··· ENTRIES PROVIDED

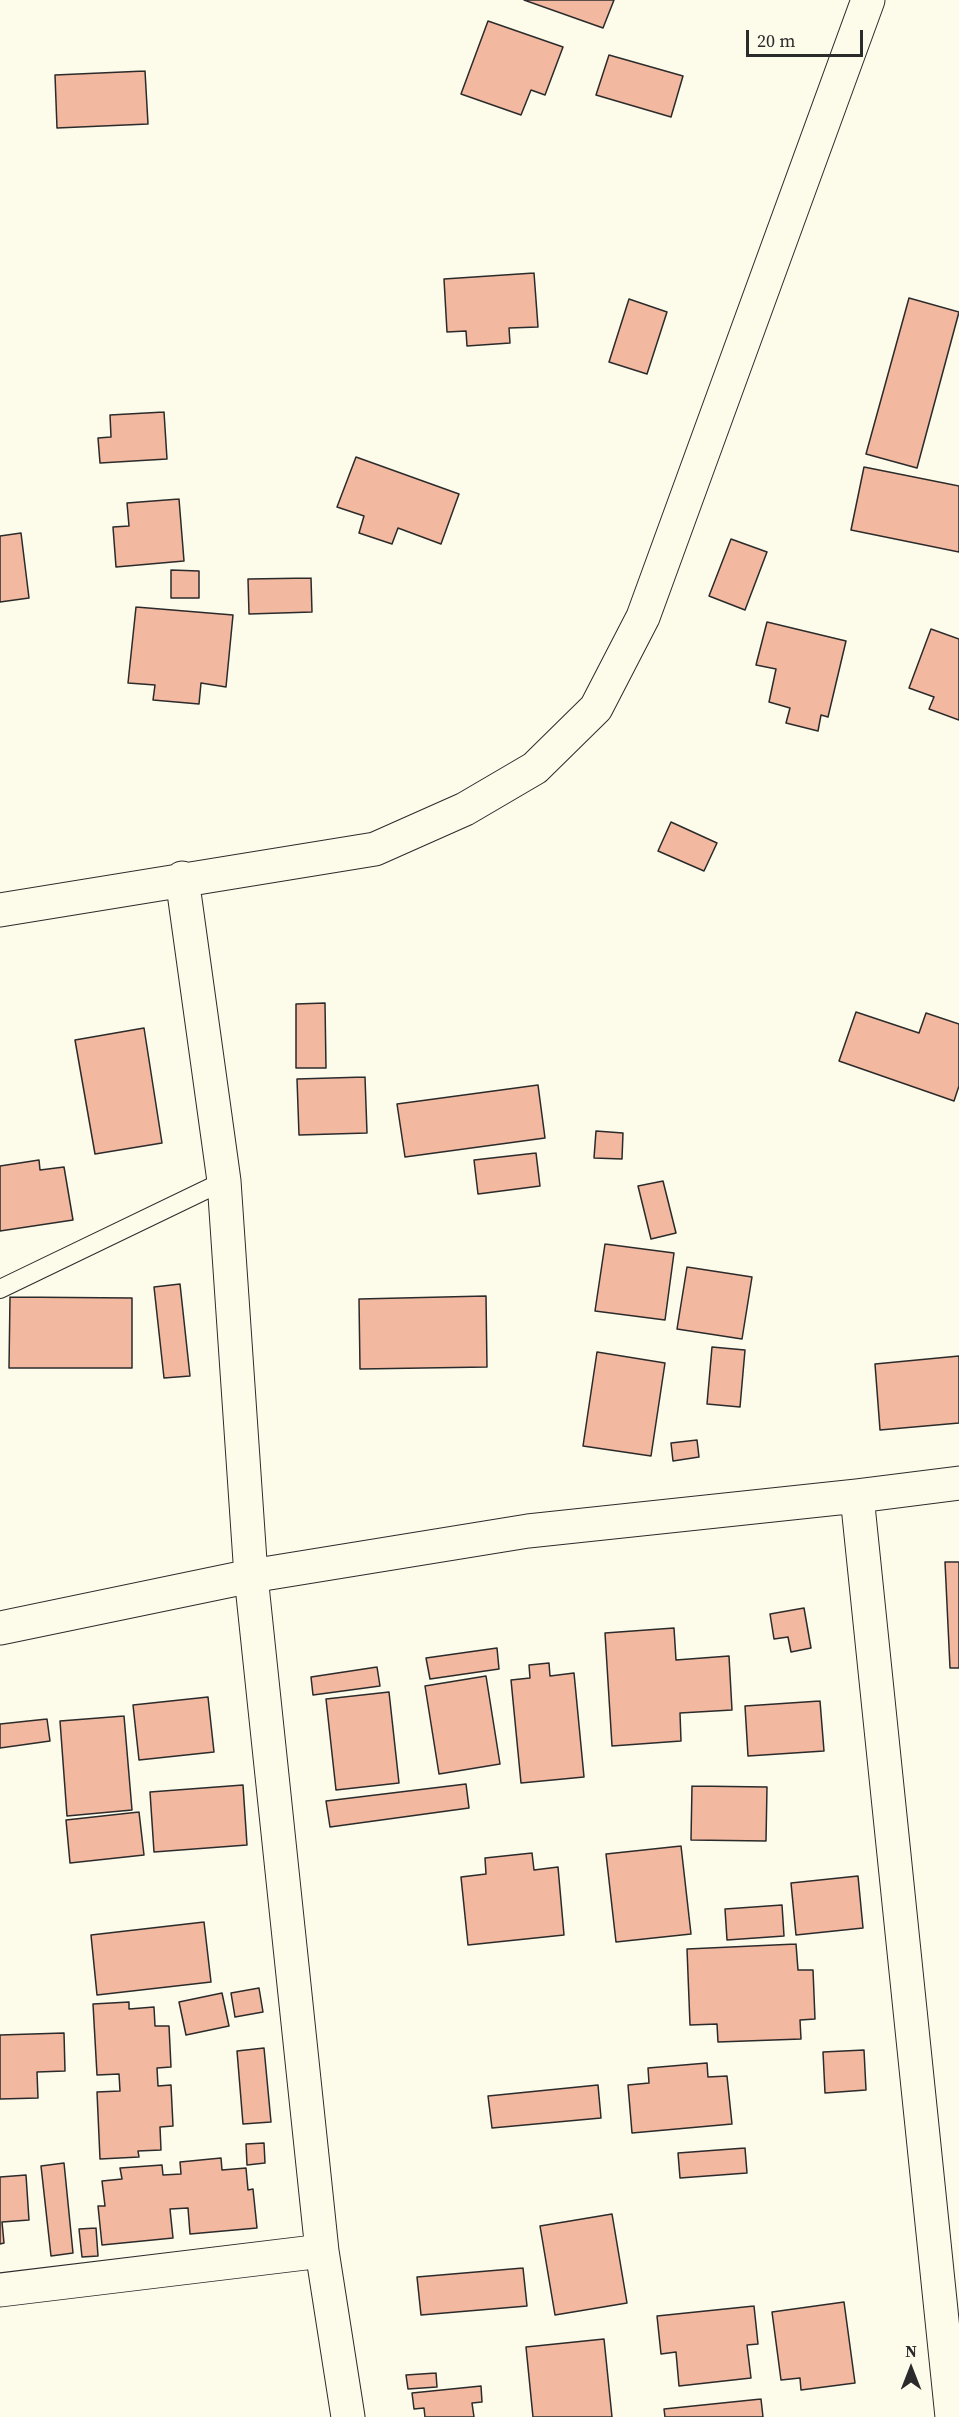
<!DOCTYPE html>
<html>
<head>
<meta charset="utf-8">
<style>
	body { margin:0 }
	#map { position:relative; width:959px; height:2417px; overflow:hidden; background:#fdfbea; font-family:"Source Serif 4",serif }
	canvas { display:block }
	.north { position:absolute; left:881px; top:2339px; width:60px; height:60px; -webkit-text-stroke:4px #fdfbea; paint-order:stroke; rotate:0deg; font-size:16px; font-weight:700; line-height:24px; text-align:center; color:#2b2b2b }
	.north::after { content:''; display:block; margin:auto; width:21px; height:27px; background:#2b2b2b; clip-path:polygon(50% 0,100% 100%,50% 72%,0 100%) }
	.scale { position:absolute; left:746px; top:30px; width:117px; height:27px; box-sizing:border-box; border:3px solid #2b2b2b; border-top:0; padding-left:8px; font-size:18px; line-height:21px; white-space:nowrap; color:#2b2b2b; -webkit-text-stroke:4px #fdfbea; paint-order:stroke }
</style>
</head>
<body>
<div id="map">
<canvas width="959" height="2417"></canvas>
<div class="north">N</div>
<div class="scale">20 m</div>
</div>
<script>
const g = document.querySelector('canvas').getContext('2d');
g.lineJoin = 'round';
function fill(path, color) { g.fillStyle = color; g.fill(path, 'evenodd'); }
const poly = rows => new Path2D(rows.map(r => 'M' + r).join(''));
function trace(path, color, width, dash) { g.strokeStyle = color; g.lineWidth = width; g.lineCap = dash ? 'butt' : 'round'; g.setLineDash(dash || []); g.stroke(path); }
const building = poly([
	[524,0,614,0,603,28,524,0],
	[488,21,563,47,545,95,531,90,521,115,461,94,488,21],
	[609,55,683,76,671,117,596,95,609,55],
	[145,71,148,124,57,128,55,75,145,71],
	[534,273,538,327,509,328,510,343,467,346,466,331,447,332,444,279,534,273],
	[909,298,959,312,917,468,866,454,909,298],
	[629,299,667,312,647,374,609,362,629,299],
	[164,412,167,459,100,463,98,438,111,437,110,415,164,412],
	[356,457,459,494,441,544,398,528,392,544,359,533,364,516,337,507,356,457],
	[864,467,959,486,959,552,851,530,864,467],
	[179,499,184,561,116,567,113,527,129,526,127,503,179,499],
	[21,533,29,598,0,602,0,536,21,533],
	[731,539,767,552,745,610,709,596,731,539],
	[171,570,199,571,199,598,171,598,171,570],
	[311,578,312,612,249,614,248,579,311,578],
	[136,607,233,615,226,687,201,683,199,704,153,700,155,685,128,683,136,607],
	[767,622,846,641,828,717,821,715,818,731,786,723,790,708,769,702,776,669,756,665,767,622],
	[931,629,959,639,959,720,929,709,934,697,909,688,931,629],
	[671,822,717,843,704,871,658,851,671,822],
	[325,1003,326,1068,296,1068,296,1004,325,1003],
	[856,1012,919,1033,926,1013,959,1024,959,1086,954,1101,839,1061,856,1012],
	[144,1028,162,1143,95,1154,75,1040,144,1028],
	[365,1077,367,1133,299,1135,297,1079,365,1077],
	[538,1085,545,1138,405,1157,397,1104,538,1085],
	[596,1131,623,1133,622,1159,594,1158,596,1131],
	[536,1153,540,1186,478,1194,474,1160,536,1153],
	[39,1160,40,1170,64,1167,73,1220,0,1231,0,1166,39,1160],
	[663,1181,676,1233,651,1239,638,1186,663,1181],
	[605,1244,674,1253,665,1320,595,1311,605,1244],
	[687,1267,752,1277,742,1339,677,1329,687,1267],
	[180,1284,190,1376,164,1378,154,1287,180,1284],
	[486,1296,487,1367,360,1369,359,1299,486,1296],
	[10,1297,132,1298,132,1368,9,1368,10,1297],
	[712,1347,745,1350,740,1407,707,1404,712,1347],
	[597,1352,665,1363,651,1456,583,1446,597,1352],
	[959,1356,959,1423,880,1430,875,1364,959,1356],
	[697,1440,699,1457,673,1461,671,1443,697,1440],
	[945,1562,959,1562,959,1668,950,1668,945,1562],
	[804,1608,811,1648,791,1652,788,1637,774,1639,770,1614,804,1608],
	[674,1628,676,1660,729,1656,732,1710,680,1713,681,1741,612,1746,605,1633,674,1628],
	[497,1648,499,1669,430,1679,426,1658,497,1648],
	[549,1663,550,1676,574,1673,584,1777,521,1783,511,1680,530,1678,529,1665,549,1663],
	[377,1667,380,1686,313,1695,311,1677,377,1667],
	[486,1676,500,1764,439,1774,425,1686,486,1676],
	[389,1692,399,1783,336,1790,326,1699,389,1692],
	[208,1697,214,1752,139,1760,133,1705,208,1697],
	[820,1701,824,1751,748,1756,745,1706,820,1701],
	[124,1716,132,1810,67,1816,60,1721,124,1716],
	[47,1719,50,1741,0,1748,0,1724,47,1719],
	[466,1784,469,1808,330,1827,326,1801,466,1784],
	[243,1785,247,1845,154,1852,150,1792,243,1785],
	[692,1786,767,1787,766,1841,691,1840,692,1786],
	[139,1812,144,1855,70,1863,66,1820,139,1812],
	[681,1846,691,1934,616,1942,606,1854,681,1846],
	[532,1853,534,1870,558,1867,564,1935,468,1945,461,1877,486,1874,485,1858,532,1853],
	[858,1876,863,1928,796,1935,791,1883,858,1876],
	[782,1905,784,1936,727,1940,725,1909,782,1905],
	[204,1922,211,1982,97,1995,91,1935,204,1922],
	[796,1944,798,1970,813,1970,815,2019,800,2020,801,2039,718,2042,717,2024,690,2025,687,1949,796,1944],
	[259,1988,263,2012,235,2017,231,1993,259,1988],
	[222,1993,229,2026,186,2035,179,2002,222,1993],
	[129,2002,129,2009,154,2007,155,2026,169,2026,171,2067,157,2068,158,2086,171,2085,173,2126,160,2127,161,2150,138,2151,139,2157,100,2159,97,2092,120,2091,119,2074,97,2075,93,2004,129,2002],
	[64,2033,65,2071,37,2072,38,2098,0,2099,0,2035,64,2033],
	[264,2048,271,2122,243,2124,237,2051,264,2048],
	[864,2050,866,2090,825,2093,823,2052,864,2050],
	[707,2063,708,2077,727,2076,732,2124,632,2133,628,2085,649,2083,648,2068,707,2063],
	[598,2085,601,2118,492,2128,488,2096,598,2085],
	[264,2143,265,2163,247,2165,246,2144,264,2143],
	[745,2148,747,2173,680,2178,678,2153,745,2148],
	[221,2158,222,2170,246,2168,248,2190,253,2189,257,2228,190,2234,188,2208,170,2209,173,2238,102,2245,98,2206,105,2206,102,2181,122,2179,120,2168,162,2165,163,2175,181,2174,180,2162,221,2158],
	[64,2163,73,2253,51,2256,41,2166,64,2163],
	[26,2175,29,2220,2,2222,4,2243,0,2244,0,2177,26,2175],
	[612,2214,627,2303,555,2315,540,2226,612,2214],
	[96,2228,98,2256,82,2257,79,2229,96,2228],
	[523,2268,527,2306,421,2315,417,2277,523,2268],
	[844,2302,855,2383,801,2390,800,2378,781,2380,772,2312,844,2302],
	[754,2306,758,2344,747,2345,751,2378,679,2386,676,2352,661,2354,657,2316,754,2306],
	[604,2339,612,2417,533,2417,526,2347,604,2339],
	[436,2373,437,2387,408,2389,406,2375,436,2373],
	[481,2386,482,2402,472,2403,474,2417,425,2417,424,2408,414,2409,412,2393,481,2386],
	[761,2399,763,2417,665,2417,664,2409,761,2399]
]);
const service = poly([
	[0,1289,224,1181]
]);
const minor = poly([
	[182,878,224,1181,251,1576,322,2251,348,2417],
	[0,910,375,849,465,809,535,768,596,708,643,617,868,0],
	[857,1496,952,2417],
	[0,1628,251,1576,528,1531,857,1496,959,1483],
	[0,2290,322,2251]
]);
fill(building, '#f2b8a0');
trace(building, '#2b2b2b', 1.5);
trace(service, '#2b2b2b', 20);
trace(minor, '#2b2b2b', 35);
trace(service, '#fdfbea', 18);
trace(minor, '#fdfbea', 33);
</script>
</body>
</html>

······
··· ENTRIES PROVIDED

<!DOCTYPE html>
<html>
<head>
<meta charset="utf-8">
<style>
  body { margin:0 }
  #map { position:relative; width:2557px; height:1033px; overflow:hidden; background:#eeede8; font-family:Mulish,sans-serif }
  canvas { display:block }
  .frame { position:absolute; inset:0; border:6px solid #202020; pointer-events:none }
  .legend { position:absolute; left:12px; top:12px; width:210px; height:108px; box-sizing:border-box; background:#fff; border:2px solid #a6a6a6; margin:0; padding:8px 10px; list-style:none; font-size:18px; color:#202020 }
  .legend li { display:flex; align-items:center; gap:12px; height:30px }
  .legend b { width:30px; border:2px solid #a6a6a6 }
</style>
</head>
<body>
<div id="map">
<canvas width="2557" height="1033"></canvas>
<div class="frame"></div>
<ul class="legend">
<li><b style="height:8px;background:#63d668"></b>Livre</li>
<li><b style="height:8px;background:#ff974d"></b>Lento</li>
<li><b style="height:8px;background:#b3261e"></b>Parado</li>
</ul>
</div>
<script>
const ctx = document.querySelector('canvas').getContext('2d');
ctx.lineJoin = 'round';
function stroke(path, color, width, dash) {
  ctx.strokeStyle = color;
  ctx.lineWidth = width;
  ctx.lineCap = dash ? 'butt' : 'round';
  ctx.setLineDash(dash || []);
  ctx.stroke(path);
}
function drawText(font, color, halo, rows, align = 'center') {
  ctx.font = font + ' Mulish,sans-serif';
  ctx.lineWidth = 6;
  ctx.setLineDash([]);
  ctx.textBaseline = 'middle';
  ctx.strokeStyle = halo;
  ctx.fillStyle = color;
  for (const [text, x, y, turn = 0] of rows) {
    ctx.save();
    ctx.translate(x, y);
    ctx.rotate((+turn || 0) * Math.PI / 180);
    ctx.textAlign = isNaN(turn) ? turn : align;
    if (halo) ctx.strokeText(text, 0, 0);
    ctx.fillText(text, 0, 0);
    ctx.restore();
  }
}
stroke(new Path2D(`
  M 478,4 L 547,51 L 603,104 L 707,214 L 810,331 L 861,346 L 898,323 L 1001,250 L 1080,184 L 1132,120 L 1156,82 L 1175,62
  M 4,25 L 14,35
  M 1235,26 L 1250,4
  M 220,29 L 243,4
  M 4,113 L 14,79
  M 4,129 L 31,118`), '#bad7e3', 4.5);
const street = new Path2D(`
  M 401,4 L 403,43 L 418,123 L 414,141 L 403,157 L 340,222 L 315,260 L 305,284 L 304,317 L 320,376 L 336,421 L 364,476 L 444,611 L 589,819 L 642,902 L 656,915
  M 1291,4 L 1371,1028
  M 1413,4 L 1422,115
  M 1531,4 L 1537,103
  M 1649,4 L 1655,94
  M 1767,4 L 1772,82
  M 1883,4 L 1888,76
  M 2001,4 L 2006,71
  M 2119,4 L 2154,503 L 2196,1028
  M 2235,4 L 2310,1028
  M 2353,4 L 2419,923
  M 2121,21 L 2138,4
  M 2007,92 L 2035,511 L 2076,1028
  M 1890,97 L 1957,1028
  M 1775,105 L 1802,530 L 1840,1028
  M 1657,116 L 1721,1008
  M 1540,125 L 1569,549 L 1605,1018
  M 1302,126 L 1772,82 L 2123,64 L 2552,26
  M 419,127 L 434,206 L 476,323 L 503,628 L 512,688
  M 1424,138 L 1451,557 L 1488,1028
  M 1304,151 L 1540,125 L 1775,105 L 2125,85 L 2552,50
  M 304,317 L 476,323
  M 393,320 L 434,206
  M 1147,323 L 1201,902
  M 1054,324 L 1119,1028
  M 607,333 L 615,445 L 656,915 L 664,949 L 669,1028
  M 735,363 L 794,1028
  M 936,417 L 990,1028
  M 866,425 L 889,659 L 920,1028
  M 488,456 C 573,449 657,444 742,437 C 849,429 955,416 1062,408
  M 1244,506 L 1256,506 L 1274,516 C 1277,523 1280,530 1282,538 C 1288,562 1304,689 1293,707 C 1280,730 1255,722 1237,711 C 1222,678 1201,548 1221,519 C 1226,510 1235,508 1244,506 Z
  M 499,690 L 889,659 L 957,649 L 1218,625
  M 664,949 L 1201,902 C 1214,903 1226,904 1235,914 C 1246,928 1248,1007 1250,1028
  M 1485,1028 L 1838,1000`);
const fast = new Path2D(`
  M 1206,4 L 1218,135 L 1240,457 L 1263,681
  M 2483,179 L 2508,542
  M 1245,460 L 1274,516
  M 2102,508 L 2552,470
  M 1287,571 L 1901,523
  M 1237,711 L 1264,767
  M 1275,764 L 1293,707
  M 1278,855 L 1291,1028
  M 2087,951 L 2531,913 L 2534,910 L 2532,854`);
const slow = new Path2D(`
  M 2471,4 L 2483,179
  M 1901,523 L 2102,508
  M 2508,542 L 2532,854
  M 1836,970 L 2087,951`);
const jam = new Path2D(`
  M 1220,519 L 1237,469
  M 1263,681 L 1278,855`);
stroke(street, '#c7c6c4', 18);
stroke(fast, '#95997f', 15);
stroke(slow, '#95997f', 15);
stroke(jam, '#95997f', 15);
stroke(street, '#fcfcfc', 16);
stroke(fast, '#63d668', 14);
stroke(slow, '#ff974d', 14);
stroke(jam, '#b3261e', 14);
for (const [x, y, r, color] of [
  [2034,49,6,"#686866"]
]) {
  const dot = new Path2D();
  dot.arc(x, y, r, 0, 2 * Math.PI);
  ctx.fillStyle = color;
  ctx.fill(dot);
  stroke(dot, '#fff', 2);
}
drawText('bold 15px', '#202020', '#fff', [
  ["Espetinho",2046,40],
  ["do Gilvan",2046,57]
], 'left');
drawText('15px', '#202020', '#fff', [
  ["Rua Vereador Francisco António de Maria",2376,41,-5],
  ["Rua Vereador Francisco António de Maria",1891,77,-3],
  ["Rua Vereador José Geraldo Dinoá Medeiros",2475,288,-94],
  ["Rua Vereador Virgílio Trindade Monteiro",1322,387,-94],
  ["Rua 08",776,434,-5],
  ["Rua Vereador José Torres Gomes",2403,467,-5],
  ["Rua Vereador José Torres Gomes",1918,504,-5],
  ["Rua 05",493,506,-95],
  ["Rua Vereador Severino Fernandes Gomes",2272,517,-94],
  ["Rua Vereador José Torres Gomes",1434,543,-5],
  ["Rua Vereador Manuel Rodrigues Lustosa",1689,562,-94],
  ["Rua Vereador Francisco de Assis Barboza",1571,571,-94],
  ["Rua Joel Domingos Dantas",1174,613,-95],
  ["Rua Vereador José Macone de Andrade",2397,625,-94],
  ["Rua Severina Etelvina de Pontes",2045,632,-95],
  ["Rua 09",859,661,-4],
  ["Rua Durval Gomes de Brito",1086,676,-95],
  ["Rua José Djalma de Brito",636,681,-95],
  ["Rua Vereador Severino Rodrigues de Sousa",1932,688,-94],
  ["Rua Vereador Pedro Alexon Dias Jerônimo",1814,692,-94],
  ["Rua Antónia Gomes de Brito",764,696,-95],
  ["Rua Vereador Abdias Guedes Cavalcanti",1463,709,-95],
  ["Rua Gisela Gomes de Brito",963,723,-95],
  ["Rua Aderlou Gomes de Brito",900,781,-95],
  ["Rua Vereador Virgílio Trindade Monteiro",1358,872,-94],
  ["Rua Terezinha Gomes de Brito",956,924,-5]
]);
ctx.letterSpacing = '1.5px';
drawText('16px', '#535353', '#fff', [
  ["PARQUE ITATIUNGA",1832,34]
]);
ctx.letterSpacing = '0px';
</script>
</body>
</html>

······

*WHAT YOU NEED TO DO*: From the data above, determine how many lines hold "halo", and write only the number.

*TASK OUTPUT*: 3